Witsie wins 2025 Standard Bank Young Artist Award
- Wits Alumni Relations
Nyakallo Maleke joins a long list of alumni winners in the visual arts category.
Nyakallo Maleke (BA FA 2016) has been announced as the winner of the 2025 Standard Bank Young Artist Award in the Visual Arts category.
The 32-year-old artist says the acknowledgement came as a complete surprise. “I did not anticipate it at all,” but it has been a huge confidence boost.
“At a time when things are happening instantly, even my artistic practice has gone through multiple evolutions of re-adjusting and re-adapting. I think the award is a sign to keep trusting the imagination to build, create and mould knowledge and alternative worlds. To trust how my hands want to articulate that knowledge or moment,” she says.
Established by the National Arts festival in 1981, the awards recognise artists under the age of 35 across various disciplines including music, visual arts, spoken word, jazz, theatre, dance, and performance art. It is considered one of the most prestigious acknowledgements for artists who have demonstrated “exceptional ability in their chosen field.”
Maleke holds a master’s degree from édhéa, a university in Sierre, Switzerland and is currently reading towards a master’s in creative writing at the University of the Western Cape. She will be working towards a solo presentation as part of the prize at the National Arts Festival in Makhanda later in June.
The National Arts Festival Artistic committee says Maleke's work “expands the conversation around drawing as both a medium and metaphor” and that her drawings are “journeys in and of themselves — maps of migration, vulnerability and spatial memory”.
She describes her work as “experimental” and “intuitive”. “It is rooted in vulnerability which I try to communicate sincerely in material ways. My work or style is an ongoing moment of processing and making sense of the world,” she says.
“I have always been interested in working with found objects and materials, or everyday materials during my undergraduate studies at the Wits School of Arts. My practice always begins with materials that come from a home context — hot plate stoves, warm light bulbs, kettles and wax paper.

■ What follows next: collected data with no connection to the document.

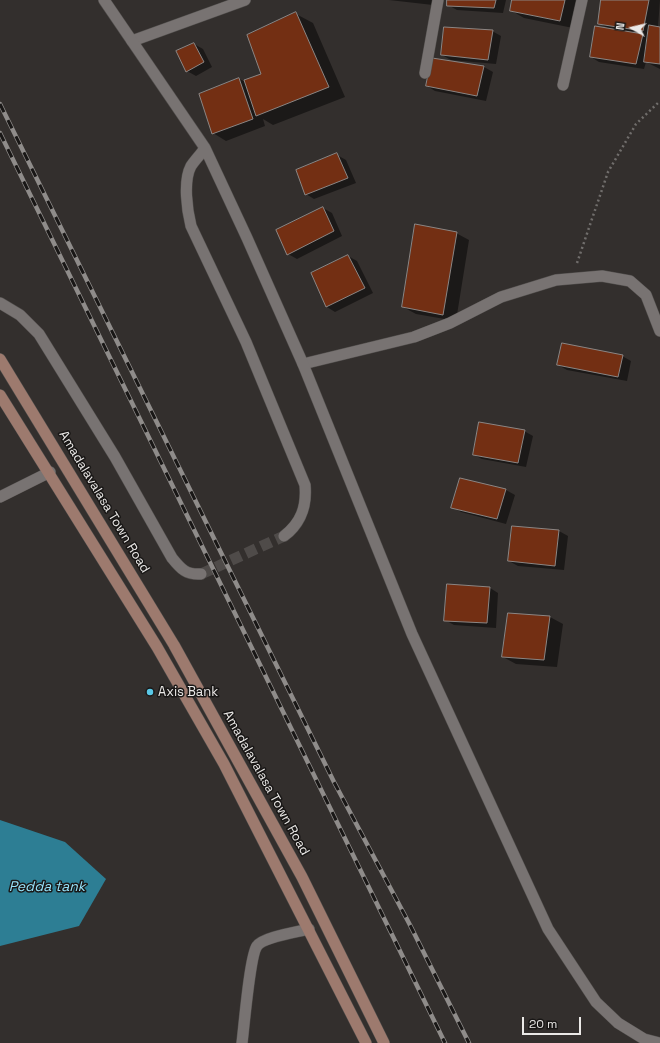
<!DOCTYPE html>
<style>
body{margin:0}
#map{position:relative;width:660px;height:1043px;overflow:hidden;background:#332f2d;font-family:"Space Grotesk",sans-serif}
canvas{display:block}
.north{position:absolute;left:612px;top:8px;width:40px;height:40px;-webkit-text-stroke:3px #191716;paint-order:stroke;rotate:278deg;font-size:11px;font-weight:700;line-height:16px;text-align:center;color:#ebe9e7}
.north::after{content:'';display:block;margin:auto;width:14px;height:18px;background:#ebe9e7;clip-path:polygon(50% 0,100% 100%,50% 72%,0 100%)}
.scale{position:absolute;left:522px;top:1017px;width:59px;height:18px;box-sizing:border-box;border:2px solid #ebe9e7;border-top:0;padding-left:5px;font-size:12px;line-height:14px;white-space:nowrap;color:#ebe9e7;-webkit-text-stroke:3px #191716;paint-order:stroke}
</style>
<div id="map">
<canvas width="660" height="1043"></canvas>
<div class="north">N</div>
<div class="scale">20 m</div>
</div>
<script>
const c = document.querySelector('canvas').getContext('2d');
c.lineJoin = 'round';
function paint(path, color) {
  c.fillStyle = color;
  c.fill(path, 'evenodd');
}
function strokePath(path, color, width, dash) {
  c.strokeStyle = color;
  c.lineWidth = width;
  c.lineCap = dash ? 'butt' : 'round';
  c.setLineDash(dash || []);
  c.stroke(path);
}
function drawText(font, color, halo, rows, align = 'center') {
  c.font = font + ' "Space Grotesk",sans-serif';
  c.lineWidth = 3;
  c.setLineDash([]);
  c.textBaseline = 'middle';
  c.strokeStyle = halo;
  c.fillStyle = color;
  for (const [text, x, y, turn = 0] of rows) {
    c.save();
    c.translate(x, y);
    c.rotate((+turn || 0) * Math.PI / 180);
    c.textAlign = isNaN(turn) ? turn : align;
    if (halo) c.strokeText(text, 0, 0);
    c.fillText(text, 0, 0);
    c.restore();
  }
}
const water = new Path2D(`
 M0,820l65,22 41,37 -27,47 -79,20z`);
const shadow = new Path2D(`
 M389,0h45l-1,5z
 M448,0h58l-3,13 -46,-3 -9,-5z
 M513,0h66l-6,28 -49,-10 -12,-7z
 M602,0h58l-2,27 2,1v41l-14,-7 -2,7 -45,-7 -8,-5 18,-28 -10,-6z
 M296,14l17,9 32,74 -72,28 -10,-6 2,7 -39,15 -13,-8 -13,-38 39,-16 5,2 18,-6z
 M492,31l9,5 -5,28 -45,-4 -9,-5z
 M194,44l9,5 9,18 -16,9 -9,-5z
 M433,60l51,7 9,5 -7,29 -51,-10 -8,-5z
 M337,155l9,5 10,23 -42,16 -8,-5z
 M323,208l9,5 10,23 -45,23 -9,-5z
 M456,233l13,7 -13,81 -40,-7 -13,-7z
 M348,256l9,5 16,32 -38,19 -8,-5z
 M622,356l9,5 -4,20 -60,-11 -9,-5z
 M524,431l9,5 -7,31 -44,-8 -8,-4z
 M460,479l46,11 9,5 -9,29 -45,-12 -9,-5z
 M512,527l47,4 9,5 -4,34 -46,-4 -9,-5z
 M490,588l8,5 -2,35 -42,-3 -9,-5z
 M550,617l13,7 -6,43 -41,-3 -13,-7z`);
const building = new Path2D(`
 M447,0h49l-2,8 -47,-2z
 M512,0h53l-5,21 -50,-10z
 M601,0h48l-6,31 -45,-7z
 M296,12l33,75 -73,29 -12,-36 17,-6 -14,-39z
 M649,25l11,2v37l-16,-2z
 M595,26l48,8 -7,30 -46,-7z
 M444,27l49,3 -5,30 -47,-5z
 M194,43l10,19 -18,10 -10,-21z
 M432,58l52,8 -7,30 -51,-10z
 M239,78l14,41 -41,15 -13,-40z
 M337,153l11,25 -43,17 -9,-25z
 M323,207l11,24 -47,24 -11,-25z
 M415,224l42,8 -14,83 -41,-8z
 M348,255l17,33 -39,19 -15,-34z
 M562,343l61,12 -5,22 -61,-12z
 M479,422l46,8 -7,33 -45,-8z
 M460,478l46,11 -9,30 -46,-11z
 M512,526l47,4 -4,36 -47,-5z
 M447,584l43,3 -3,36 -43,-2z
 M508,613l42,3 -6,44 -42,-3z`);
const tertiaryTunnel = new Path2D(`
 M201,574l83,-38`);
const path = new Path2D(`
 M577,263l31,-91 28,-48 24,-23`);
const minor = new Path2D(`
 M132,41l113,-41
 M425,73l13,-73
 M563,85l19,-85
 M303,364l111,-27 36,-14 51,-26 55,-17 46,-4 28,5 16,14 14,36
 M0,497l50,-25
 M242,1043c2,-16 8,-88 15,-97 6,-9 41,-14 52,-17`);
const tertiary = new Path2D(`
 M104,0l101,148 42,90 56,126 109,270 136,295 48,73 22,21 26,16 15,4
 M205,148c-4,6 -10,12 -14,18 -8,15 -4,44 0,60l55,116 59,143c2,22 -4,38 -21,51
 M0,303l20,12 19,19 76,123 57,101c9,11 14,17 29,16`);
const secondary = new Path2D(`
 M0,359l174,286 128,232 82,166
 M0,395l157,252 67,117 142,279`);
const rail = new Path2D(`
 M0,104l334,678 76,143 59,118
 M0,133l445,910`);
const markers = [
 [150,692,4,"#5ac8e6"]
];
const streetNames = [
 ["Amadalavalasa Town Road",104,502,59],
 ["Amadalavalasa Town Road",266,783,61]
];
const poiNames = [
 ["Axis Bank",158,692]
];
const waterNames = [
 ["Pedda tank",47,887]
];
paint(water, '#2d7e94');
paint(shadow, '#0007');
paint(building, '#732f13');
strokePath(building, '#8b8684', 1);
strokePath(tertiaryTunnel, '#4f4b49', 11, [11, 5.5]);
strokePath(minor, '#514e4c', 12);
strokePath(tertiary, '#514e4c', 12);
strokePath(secondary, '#514e4c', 12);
strokePath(path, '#716e6c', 2.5, [2, 3]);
strokePath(minor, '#787372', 11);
strokePath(tertiary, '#787372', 11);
strokePath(secondary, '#9d7a6e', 11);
strokePath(rail, '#8f8c8a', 4.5);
strokePath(rail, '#191716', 3, [9]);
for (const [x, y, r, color] of markers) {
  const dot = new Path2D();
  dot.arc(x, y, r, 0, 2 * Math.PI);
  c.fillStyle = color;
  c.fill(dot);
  strokePath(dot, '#191716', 1.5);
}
drawText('13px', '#ebe9e7', '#191716', streetNames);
drawText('13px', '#ebe9e7', '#191716', poiNames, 'left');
drawText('italic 14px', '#97e2f9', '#191716', waterNames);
</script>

“Now, I am stitching, working with plastic from grocery stores, food packets and having them be in a tangible conversation with traditional art making materials like pastels, charcoal and watercolours. I enjoy wax paper for both its strength and fragility, it absorbs and rejects different materials that it comes into contact with and knows how to choreograph those range of textures on one surface in fluid ways.”
At Wits, Maleke was awarded the Heather Martienssen Prize (now the Wits Young Artist Award) in 2014 and she thinks back fondly about her time at the university: “A lot of my experimental and conceptual language started there and it brought a lot of grounding and time to think and explore what having a practice is.
“It allowed one to feel free because I did not confine my work to fit a category. My visual language was versatile. I was still figuring a lot of things out — who I was, and who I wanted to be. I really valued my undergraduate years because I was given space to play and understand my creative abilities across different conceptual and visual formats.
“I remember doing an installation on the beach volleyball courts that was one of the most freeing times of play and inquiry, and feeling really independent and curious. I also remember some of the interventions that I did at the substation and winning my first award.”
Maleke joins other Wits alumni winners in the same category including Buhlebezwe Siwani (BA FA 2012), Gabrielle Goliath (BA FA 2008) and Kemang Wa Lehulere (BA FA 2012) and William Kentridge (BA 1977, DLitt honoris causa 2004).